Lipolysis products from triglyceride‐rich lipoproteins induce endothelial cell apoptosis by stimulating TGF‐beta1 release and Smad signaling

Abstract

Several studies have demonstrated that a wide variety of stimuli can induce programmed cell death (apoptosis) in endothelial cells, and have suggested that apoptosis could be an important mechanism in the development of atherosclerosis. TGF-β1 has been shown to induce apoptosis in endothelial cells by activating members of the Smad family. Lipolysis products generated from lipoprotein lipase (LpL)-mediated hydrolysis of triglyceride-rich lipoproteins (TGRL) are recently described as independent risk factors for the development of atherosclerosis. We hypothesize that TGRL lipolysis products can induce endothelial cell apoptosis by stimulating the release of TGF-β1, initiating Smad signaling in human aortic endothelial cells (HAEC).
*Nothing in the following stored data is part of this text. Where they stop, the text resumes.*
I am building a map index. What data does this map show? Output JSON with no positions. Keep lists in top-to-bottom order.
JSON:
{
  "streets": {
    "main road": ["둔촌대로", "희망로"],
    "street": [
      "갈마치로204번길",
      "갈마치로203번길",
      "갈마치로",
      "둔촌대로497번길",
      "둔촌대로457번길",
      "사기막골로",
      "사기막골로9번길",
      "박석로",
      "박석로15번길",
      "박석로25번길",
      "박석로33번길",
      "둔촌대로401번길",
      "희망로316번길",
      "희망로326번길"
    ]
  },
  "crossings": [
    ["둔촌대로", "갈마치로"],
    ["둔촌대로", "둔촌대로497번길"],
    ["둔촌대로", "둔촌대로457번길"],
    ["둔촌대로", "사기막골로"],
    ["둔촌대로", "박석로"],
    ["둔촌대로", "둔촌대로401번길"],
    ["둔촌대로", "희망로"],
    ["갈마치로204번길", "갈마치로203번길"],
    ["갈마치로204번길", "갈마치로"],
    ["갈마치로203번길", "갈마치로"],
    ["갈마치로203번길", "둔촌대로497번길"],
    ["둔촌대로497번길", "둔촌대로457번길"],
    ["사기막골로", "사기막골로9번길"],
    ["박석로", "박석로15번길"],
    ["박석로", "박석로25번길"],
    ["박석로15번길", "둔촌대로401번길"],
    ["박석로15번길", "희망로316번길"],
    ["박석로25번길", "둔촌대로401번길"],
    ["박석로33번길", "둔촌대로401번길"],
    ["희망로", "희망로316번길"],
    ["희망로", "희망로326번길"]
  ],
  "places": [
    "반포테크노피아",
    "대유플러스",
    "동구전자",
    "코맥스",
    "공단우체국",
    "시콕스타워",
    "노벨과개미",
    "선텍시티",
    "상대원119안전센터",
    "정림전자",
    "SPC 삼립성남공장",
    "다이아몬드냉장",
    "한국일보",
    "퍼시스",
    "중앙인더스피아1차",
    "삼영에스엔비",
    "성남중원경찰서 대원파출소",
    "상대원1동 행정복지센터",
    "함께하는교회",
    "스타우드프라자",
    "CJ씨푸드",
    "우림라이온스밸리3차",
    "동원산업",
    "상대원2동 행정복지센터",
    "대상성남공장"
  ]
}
To test this hypothesis we treated HAECs with lipolysis products generated from co-incubation of 150 mg/dL of TGRL plus 2 units/mL of LpL. Analysis of cell supernatants by ELISA showed a rise in TGF-β1 release from cells treated with lipolysis products compared to controls. Western Blotting showed a significant increase in expression of phospho-Smad2 after 1 hour of treatment with lipolysis products. Immunofluorescent staining for Smad4 demonstrated significant translocation of Smad4 to the nucleus after 1 hour. Fluorimetric analysis revealed significant activation of caspase-3 after 2 hours of treatment. Together these findings reveal for the first time a possible signaling mechanism by which lipolysis products can induce apoptosis in HAECs. This work was supported by the Nora Eccles Treadwell Foundation and NIH HL 55667.